- **HOW TO COMPLETE THIS TASK**: Extract all lines that hold "Minified" from the records below.

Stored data
———
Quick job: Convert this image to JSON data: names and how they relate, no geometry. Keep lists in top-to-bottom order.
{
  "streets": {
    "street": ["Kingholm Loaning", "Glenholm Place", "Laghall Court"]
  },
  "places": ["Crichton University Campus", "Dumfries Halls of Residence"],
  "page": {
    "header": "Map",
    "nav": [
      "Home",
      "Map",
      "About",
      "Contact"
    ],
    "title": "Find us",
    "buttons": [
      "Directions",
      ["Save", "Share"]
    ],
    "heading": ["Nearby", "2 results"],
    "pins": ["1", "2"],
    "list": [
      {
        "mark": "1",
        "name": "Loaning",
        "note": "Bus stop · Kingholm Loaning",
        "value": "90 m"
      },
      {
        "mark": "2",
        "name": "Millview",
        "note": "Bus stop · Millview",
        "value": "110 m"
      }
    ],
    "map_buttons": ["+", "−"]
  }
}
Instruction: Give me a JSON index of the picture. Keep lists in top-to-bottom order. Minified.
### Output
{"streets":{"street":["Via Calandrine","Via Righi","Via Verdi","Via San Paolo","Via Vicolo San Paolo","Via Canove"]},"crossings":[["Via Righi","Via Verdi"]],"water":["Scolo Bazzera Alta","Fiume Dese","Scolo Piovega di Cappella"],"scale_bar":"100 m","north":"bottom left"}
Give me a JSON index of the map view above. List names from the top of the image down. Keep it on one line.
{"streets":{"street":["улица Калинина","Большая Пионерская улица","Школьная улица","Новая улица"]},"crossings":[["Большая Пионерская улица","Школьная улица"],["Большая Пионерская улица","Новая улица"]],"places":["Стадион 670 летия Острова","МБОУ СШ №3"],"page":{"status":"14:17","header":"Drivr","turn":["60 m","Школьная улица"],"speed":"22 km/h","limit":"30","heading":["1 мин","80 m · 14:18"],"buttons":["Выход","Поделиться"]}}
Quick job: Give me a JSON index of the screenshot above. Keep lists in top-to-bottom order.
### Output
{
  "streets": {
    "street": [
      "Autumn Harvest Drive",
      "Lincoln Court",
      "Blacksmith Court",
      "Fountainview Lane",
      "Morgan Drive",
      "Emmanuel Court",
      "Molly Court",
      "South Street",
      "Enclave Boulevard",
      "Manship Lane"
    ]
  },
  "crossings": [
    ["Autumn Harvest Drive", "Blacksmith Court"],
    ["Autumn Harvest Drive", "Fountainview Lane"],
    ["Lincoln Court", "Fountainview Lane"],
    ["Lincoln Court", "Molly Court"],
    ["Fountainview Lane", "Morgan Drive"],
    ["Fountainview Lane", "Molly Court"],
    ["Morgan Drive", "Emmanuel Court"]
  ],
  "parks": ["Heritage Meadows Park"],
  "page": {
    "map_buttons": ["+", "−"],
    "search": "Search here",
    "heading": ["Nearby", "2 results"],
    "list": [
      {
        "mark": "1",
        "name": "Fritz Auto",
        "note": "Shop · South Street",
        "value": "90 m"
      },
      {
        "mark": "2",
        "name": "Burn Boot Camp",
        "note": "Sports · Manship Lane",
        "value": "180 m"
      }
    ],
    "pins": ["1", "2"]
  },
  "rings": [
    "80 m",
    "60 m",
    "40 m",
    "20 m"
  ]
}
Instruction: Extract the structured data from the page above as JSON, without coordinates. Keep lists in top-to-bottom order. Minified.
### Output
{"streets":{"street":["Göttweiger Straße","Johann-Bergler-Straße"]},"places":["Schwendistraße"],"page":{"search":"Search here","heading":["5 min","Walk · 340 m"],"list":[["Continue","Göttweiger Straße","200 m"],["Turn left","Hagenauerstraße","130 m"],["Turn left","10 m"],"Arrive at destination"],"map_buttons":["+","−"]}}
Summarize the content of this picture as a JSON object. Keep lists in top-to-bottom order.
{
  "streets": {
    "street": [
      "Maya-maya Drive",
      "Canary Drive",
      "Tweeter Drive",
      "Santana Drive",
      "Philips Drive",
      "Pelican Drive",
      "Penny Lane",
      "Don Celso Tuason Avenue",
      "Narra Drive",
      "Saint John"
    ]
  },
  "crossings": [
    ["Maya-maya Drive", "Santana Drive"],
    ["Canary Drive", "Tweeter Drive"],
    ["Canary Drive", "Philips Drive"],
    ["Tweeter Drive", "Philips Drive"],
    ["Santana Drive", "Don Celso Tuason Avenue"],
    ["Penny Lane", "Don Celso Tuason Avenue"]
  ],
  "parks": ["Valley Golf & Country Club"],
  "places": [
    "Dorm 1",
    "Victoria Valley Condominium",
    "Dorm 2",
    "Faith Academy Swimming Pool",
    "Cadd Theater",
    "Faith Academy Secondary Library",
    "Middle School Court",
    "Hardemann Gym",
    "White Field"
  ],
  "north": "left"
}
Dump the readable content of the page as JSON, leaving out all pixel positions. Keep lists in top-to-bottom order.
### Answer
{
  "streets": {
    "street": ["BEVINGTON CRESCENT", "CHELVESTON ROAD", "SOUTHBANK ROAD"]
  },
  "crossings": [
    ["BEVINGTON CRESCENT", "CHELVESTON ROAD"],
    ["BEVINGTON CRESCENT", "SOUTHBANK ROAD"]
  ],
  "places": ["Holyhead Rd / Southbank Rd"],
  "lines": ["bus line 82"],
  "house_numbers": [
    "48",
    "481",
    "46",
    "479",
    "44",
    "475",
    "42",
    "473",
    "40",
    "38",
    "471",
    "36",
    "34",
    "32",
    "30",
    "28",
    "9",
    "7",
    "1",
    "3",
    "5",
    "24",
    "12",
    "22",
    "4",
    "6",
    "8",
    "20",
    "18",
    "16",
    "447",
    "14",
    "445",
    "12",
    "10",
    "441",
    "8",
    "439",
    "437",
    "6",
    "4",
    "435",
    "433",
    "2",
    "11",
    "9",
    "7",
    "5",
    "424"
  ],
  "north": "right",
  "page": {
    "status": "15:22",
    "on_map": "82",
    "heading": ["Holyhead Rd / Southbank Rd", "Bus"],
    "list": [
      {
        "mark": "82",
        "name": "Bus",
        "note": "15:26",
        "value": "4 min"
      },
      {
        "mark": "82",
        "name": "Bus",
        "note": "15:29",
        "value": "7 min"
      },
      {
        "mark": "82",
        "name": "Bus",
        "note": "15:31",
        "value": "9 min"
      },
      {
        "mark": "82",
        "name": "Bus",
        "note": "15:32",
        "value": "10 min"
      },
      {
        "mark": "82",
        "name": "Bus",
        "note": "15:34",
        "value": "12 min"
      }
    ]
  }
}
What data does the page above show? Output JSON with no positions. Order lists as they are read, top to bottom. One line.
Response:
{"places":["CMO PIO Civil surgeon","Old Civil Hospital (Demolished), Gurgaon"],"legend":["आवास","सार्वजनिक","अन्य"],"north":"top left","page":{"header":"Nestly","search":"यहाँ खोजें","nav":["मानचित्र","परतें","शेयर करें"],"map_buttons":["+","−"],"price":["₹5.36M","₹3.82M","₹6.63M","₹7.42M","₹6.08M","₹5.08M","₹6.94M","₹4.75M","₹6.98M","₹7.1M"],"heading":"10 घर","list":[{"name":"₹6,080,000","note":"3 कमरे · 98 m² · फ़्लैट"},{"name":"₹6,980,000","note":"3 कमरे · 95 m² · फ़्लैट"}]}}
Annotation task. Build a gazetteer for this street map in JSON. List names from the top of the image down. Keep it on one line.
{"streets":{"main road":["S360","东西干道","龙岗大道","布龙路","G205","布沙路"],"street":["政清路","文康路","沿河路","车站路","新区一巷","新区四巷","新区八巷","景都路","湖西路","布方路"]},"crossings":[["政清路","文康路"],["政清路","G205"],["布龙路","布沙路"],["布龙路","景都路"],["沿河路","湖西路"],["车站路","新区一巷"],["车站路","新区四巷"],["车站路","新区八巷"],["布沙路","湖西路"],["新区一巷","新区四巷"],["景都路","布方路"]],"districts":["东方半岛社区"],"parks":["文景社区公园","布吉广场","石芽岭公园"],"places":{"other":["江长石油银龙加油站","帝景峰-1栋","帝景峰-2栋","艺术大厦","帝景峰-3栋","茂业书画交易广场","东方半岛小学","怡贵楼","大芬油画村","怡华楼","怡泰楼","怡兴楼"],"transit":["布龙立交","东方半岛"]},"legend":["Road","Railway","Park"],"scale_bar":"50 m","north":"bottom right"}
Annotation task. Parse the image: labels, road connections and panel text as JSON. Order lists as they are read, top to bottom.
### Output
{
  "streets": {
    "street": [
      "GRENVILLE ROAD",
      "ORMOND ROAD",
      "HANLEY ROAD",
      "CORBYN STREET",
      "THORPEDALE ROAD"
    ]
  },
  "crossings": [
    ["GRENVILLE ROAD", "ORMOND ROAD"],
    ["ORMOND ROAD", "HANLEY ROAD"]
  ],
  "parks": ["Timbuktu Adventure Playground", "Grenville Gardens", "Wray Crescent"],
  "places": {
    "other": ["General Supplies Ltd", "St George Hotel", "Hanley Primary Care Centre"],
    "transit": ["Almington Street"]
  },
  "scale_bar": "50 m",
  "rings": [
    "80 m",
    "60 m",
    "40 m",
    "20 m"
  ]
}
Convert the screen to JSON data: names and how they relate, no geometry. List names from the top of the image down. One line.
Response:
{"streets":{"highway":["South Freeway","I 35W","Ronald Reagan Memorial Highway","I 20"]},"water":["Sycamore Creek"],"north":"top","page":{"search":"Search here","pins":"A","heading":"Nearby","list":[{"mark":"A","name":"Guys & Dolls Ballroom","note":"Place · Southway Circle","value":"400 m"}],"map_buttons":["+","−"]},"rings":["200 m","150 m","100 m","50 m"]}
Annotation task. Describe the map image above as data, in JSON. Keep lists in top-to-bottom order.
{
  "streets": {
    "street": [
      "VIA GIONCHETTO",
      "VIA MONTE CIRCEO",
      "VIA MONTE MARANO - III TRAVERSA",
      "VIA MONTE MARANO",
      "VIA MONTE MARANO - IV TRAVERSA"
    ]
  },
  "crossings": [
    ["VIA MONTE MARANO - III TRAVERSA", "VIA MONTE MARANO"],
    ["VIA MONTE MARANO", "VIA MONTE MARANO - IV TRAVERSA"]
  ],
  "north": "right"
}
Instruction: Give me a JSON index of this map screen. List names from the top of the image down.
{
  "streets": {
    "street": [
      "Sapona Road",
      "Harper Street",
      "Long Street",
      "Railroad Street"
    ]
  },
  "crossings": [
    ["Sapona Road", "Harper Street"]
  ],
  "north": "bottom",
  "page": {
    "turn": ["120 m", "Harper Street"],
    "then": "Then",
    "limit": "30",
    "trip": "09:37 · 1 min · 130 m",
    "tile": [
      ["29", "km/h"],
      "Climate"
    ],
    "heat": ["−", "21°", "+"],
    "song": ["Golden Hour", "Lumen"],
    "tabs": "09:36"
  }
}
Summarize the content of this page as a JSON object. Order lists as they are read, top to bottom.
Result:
———
- **ANSWER TO THE PROBLEM**:
Instruction: Give me a JSON index of the picture. Keep lists in top-to-bottom order. Minified.
Instruction: Extract the structured data from the page above as JSON, without coordinates. Keep lists in top-to-bottom order. Minified.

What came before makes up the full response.